**Assignment**
All of the entries should be written out again exactly.

Stored items
============================================================

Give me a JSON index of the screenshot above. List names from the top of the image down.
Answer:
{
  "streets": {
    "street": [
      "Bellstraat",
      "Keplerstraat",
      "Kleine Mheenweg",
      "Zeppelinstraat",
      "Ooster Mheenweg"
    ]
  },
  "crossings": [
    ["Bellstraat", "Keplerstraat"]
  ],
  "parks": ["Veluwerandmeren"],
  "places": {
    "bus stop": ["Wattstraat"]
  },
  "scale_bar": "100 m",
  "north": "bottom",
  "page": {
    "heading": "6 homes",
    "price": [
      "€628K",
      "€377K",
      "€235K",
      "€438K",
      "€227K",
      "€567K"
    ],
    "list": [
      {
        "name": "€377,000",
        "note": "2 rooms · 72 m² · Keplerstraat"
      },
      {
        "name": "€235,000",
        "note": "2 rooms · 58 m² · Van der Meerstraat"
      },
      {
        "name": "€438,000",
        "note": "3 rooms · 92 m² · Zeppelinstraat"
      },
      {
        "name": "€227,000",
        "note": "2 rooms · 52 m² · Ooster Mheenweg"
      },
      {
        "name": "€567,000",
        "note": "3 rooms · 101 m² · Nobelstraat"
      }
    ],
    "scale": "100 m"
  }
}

============================================================

**Result of the task**
Give me a JSON index of the screenshot above. List names from the top of the image down.
Answer:
{
  "streets": {
    "street": [
      "Bellstraat",
      "Keplerstraat",
      "Kleine Mheenweg",
      "Zeppelinstraat",
      "Ooster Mheenweg"
    ]
  },
  "crossings": [
    ["Bellstraat", "Keplerstraat"]
  ],
  "parks": ["Veluwerandmeren"],
  "places": {
    "bus stop": ["Wattstraat"]
  },
  "scale_bar": "100 m",
  "north": "bottom",
  "page": {
    "heading": "6 homes",
    "price": [
      "€628K",
      "€377K",
      "€235K",
      "€438K",
      "€227K",
      "€567K"
    ],
    "list": [
      {
        "name": "€377,000",
        "note": "2 rooms · 72 m² · Keplerstraat"
      },
      {
        "name": "€235,000",
        "note": "2 rooms · 58 m² · Van der Meerstraat"
      },
      {
        "name": "€438,000",
        "note": "3 rooms · 92 m² · Zeppelinstraat"
      },
      {
        "name": "€227,000",
        "note": "2 rooms · 52 m² · Ooster Mheenweg"
      },
      {
        "name": "€567,000",
        "note": "3 rooms · 101 m² · Nobelstraat"
      }
    ],
    "scale": "100 m"
  }
}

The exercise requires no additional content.